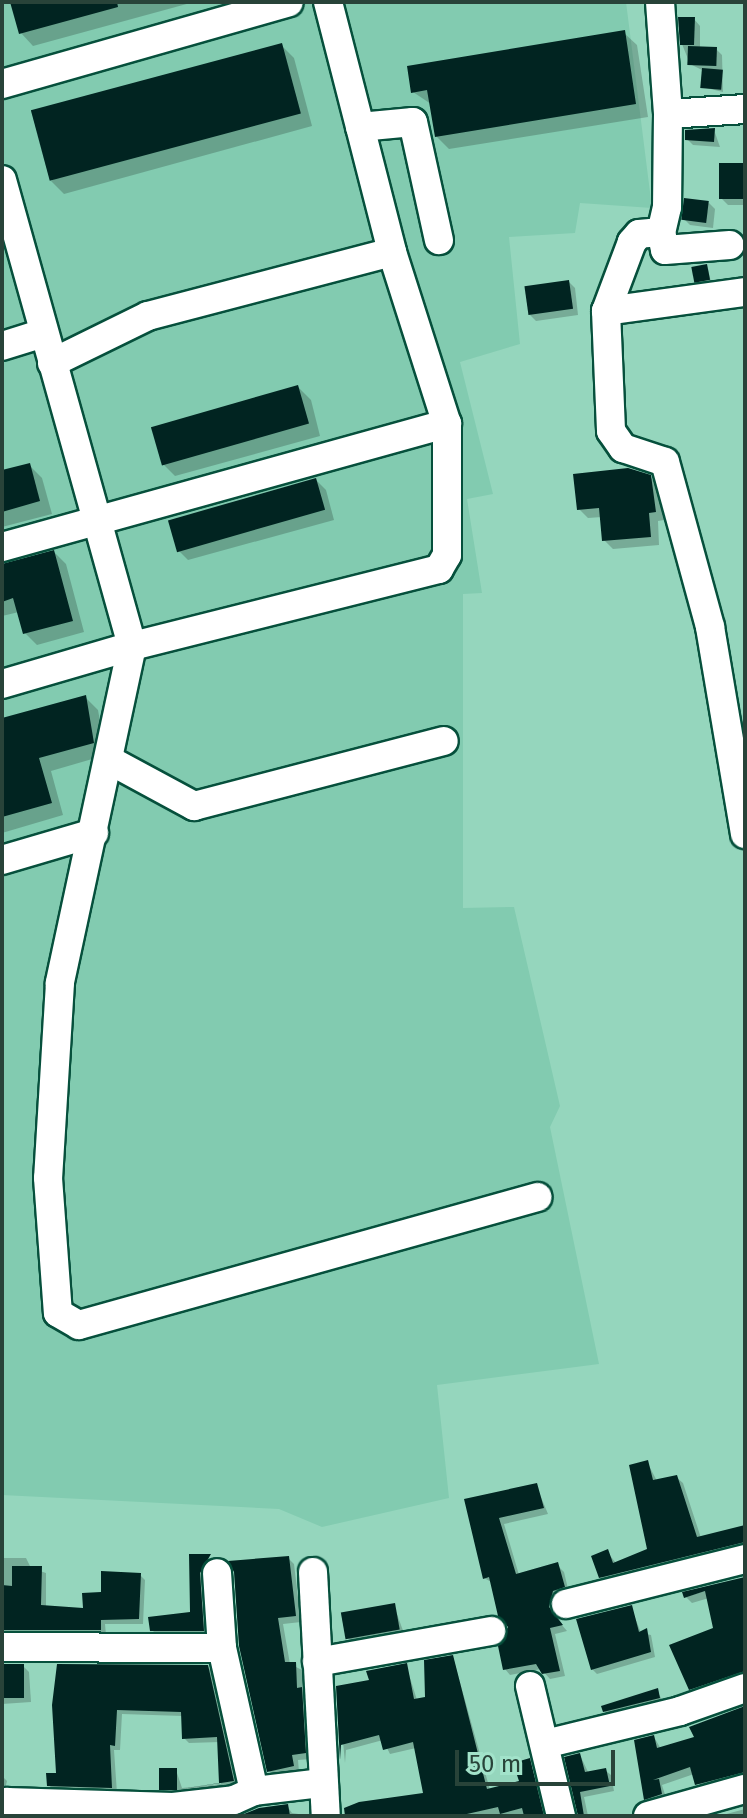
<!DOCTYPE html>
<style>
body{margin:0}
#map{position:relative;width:747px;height:1818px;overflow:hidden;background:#95d6bd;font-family:"Fira Sans",sans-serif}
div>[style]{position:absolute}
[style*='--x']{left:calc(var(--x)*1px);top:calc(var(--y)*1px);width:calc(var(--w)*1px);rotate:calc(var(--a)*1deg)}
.built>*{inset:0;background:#82cbb0}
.shadow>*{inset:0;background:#0003}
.building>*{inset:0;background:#012421;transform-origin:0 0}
.roads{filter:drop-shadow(2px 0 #06503c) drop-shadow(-2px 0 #06503c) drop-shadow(0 2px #06503c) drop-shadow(0 -2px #06503c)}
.minor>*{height:28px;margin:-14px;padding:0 14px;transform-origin:14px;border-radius:14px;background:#fff}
span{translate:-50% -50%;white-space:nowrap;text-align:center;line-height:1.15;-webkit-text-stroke:8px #a2e3ca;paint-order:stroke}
.frame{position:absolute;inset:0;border:4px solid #284339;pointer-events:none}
.scale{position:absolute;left:455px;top:1750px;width:160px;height:36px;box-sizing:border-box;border:4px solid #284339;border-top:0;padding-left:10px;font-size:24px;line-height:28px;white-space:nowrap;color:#284339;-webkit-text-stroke:6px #a2e3ca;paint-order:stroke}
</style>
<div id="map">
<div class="built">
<i style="clip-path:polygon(2px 2px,626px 2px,652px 208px,580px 203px,575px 233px,509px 237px,520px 344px,460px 362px,493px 494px,467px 499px,482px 593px,463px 594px,463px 908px,514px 907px,560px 1106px,550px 1127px,599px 1364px,437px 1385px,449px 1498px,322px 1527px,279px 1509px,2px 1495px)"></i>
</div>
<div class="shadow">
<i style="clip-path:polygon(12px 2px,194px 2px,33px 46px,21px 33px)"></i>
<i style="clip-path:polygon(694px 19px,700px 26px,700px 48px,716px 49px,722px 55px,723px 92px,702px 87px,704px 71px,690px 64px,682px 44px)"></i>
<i style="clip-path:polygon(624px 33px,637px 45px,648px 117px,449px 149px,437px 137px,431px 104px,413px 92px)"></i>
<i style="clip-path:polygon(281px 45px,294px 58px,312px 126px,64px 194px,51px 181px)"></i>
<i style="clip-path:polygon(714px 130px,720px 147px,693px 145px,687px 139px)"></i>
<i style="clip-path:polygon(745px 165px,745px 205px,728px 205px,722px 199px)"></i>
<i style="clip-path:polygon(709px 203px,715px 209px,713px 228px,690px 225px,684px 219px)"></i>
<i style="clip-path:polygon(707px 266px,711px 282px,698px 284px,695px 281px)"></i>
<i style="clip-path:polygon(569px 282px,575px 288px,578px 315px,536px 321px,530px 315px)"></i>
<i style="clip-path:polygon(298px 387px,311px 400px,320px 436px,175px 476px,162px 463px)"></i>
<i style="clip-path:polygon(29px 465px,42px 478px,52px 514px,2px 527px,2px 473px)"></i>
<i style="clip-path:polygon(650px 477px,659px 486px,664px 520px,658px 521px,659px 545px,613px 549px,604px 540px,602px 517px,588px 518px,579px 509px)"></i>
<i style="clip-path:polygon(316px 480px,326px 490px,334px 520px,188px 560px,178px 550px)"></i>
<i style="clip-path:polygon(54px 552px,66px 564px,84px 632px,37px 645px,25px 633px,19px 612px,2px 616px,2px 566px)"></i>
<i style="clip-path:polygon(85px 697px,98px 710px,106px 755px,51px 771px,63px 815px,2px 833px,2px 720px)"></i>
<i style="clip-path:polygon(647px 1462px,657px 1481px,676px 1477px,683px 1483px,701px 1538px,745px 1527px,745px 1549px,607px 1583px,601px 1577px,607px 1552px,616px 1563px,649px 1550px)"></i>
<i style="clip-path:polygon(536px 1485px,548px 1514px,504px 1524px,519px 1575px,558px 1566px,564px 1572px,569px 1593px,555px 1607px,555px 1617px,567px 1631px,555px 1634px,565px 1676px,550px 1679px,541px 1669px,510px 1675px,505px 1669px,510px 1627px,493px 1583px,484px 1578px,467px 1501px)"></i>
<i style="clip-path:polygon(191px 1556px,215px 1560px,208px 1635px,157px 1635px,152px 1630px,192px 1614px)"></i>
<i style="clip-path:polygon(2px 1558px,26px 1558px,31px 1568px,46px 1573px,46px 1607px,85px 1610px,103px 1594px,140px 1575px,145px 1580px,143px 1624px,105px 1624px,106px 1635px,2px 1638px)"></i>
<i style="clip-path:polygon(288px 1558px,294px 1564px,301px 1622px,283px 1624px,290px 1664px,302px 1670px,308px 1696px,311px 1759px,298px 1760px,299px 1772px,275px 1778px,269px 1771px,241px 1645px)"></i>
<i style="clip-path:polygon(745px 1578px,745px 1680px,697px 1695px,691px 1688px,716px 1629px,709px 1598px,692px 1603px,686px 1597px)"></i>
<i style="clip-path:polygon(394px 1606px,405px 1636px,354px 1645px,348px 1639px)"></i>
<i style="clip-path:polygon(631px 1607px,641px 1633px,651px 1635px,655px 1657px,597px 1674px,592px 1669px)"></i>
<i style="clip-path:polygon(453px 1657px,490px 1790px,522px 1783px,529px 1760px,547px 1816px,364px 1816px,426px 1794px,416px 1748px,390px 1754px,383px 1740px,346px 1750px,345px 1763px,338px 1688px,371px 1682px,406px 1665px,417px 1700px,427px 1699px)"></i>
<i style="clip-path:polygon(23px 1666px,29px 1672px,31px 1702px,2px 1704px,2px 1676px)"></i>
<i style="clip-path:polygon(59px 1666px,208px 1667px,213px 1673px,239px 1786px,166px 1794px,161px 1789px,176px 1770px,182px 1788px,221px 1784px,220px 1742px,189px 1743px,184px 1738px,183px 1716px,122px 1714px,120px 1750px,114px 1750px,117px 1793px,54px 1791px,49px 1785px,58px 1775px)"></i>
<i style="clip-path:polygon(657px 1691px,664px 1703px,610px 1716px,604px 1711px)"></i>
<i style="clip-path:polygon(745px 1706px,745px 1779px,703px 1791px,694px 1774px,662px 1785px,667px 1801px,652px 1805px,646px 1799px,654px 1737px,661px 1749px,696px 1738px)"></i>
<i style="clip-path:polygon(580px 1755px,589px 1774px,605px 1770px,611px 1775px,614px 1791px,584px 1797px,588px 1816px,579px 1816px)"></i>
<i style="clip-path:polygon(2px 1776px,7px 1781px,2px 1801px)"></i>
<i style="clip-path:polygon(287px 1806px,292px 1813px,312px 1816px,231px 1816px)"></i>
<i style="clip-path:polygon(745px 1809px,745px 1816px,719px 1816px)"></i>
</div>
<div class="building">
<i style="clip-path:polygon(10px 2px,117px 2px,118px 7px,19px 34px)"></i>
<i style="clip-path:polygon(678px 17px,695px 17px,694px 45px,680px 45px)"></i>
<i style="clip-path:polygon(625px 30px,636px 104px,435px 137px,427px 90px,411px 93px,407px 66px)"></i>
<i style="left:282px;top:43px;width:73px;height:260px;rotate:75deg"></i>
<i style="left:688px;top:46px;width:29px;height:19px;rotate:2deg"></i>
<i style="left:702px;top:68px;width:21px;height:20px;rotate:5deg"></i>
<i style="clip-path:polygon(715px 128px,714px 142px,685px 140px,685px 130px)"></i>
<i style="left:745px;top:163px;width:36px;height:26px;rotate:90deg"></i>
<i style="left:684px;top:198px;width:25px;height:22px;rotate:7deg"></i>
<i style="left:707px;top:264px;width:16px;height:16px;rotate:79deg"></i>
<i style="left:569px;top:280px;width:29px;height:45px;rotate:82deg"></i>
<i style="left:298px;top:385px;width:40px;height:153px;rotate:74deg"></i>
<i style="clip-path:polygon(30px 463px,40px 501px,2px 512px,2px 470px)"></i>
<i style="clip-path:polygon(628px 468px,651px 475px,656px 512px,649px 513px,651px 537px,602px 541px,599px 508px,577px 510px,573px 474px)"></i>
<i style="left:316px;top:478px;width:33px;height:154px;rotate:74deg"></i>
<i style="clip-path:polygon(54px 550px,73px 621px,23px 634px,13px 598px,2px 602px,2px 564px)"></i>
<i style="clip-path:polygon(86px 695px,94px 743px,39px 758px,52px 803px,2px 817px,2px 718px)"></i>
<i style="clip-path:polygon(648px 1460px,653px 1480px,677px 1475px,697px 1537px,745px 1525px,745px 1542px,599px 1578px,591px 1556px,608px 1549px,613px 1563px,647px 1549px,629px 1465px)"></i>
<i style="clip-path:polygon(537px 1483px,544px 1508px,499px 1518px,516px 1574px,558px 1562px,565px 1587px,553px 1591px,549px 1607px,563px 1625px,550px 1628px,560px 1671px,542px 1674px,536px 1664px,503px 1670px,498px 1646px,508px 1627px,498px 1616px,489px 1577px,483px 1579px,464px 1499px)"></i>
<i style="clip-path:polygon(189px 1554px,211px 1554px,200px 1573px,204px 1631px,150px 1631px,148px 1617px,190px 1612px)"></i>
<i style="clip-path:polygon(289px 1556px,296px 1616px,278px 1618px,285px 1662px,296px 1662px,297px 1688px,302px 1687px,306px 1753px,292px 1755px,294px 1766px,267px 1772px,239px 1646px,234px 1572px,228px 1561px)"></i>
<i style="clip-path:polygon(12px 1566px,42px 1566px,41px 1605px,83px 1608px,82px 1593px,101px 1592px,101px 1571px,141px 1573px,139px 1619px,101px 1620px,101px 1630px,2px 1630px,2px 1585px,12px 1586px)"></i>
<i style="clip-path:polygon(745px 1577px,745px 1671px,689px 1690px,669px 1645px,713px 1628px,705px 1591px,684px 1598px,682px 1592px)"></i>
<i style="left:395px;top:1603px;width:27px;height:55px;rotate:80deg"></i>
<i style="clip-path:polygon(632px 1605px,639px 1632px,647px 1628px,651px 1652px,591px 1670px,576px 1619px)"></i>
<i style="clip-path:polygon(453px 1655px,487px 1789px,519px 1781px,513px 1763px,530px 1758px,544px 1816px,524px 1816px,522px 1808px,500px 1814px,498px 1807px,458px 1816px,345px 1816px,344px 1808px,359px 1802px,423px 1793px,413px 1742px,383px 1750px,379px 1735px,341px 1745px,340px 1760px,336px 1686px,369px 1680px,366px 1671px,407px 1663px,414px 1699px,425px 1697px,424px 1660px)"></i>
<i style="left:3px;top:1664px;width:21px;height:34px"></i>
<i style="clip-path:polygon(57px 1664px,208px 1665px,234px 1781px,181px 1789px,219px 1783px,217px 1737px,182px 1739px,181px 1712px,117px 1710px,115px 1746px,110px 1745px,112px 1788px,47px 1786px,46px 1773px,56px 1773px,52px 1705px)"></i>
<i style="clip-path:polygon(658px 1688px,660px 1698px,603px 1712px,601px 1706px)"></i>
<i style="clip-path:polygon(745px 1706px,745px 1772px,695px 1785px,690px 1767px,653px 1780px,659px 1779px,662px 1794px,644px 1800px,634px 1740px,654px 1735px,657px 1748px,694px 1737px,689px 1727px)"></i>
<i style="clip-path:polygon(580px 1753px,585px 1772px,606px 1768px,610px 1786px,580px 1792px,584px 1816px,578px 1816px,564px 1757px)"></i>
<i style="left:159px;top:1768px;width:18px;height:22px"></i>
<i style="clip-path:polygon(288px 1804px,290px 1816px,239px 1816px,259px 1808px)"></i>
</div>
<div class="roads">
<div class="minor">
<i style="--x:328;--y:2;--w:258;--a:75.6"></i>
<i style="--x:392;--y:252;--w:181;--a:72.3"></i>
<i style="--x:660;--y:2;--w:112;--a:85.9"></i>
<i style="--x:668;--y:114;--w:93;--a:90.6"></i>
<i style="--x:667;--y:207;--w:26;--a:103"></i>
<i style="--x:661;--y:232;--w:22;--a:175"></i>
<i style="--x:639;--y:234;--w:11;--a:131"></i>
<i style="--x:632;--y:242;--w:74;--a:110.6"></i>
<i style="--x:606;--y:311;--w:120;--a:87.6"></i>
<i style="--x:611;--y:431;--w:21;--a:55"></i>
<i style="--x:623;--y:448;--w:44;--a:18.4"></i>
<i style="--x:665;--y:462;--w:171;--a:74.7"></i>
<i style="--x:710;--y:627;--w:210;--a:80.4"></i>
<i style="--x:2;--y:84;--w:298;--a:-15.9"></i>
<i style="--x:668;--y:114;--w:77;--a:-3.7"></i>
<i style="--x:360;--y:127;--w:53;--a:-5.4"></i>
<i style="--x:413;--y:122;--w:121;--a:77.6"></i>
<i style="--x:2;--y:180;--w:484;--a:74.4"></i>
<i style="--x:132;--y:646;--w:135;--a:163.7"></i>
<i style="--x:661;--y:232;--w:18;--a:77"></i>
<i style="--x:665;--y:250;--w:65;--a:-4.4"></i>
<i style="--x:606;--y:311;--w:140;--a:-7.8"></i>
<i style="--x:2;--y:346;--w:44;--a:-17.2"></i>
<i style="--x:52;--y:363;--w:107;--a:-26.1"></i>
<i style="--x:148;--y:316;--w:252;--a:-14.7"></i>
<i style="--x:2;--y:547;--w:462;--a:-15.5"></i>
<i style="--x:447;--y:424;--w:131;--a:90"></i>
<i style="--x:447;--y:555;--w:16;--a:120"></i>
<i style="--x:439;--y:569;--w:317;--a:165.9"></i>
<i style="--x:132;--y:646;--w:345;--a:102.1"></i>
<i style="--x:60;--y:983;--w:195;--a:93.5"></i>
<i style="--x:48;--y:1178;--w:135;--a:85.8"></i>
<i style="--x:58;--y:1313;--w:24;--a:30"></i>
<i style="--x:79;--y:1325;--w:476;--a:-15.6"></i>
<i style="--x:109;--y:760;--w:97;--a:28.4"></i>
<i style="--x:194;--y:806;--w:258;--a:-14.6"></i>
<i style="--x:2;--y:860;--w:96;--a:-16.4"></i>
<i style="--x:313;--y:1572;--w:244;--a:87"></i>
<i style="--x:566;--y:1604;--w:185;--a:-14.1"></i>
<i style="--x:2;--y:1647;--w:220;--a:0.3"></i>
<i style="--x:317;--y:1662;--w:177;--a:-10.1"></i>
<i style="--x:530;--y:1686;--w:134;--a:76.6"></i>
<i style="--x:545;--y:1744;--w:139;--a:-13.7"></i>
<i style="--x:680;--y:1711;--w:69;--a:-19.5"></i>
<i style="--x:254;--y:1791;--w:68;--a:-6.7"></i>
<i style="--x:2;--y:1816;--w:15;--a:-70"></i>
<i style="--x:7;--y:1802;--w:166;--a:1.7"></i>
<i style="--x:173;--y:1807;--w:61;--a:-6.5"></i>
<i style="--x:234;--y:1800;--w:22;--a:-24"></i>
<i style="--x:254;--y:1791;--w:147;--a:-102.6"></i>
<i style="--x:222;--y:1648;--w:75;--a:-93.8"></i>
<i style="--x:648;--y:1816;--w:101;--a:-15.6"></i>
</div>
</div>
<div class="frame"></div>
<div class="scale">50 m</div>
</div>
★ ★ ★ ★ ★
What is required:
Reproduce the records word for word, please, from their first line up to and including the line that contains "0 #06503c) drop-shadow(-2px", but no pictures.

Answer to the exercise:
<!DOCTYPE html>
<style>
body{margin:0}
#map{position:relative;width:747px;height:1818px;overflow:hidden;background:#95d6bd;font-family:"Fira Sans",sans-serif}
div>[style]{position:absolute}
[style*='--x']{left:calc(var(--x)*1px);top:calc(var(--y)*1px);width:calc(var(--w)*1px);rotate:calc(var(--a)*1deg)}
.built>*{inset:0;background:#82cbb0}
.shadow>*{inset:0;background:#0003}
.building>*{inset:0;background:#012421;transform-origin:0 0}
.roads{filter:drop-shadow(2px 0 #06503c) drop-shadow(-2px 0 #06503c) drop-shadow(0 2px #06503c) drop-shadow(0 -2px #06503c)}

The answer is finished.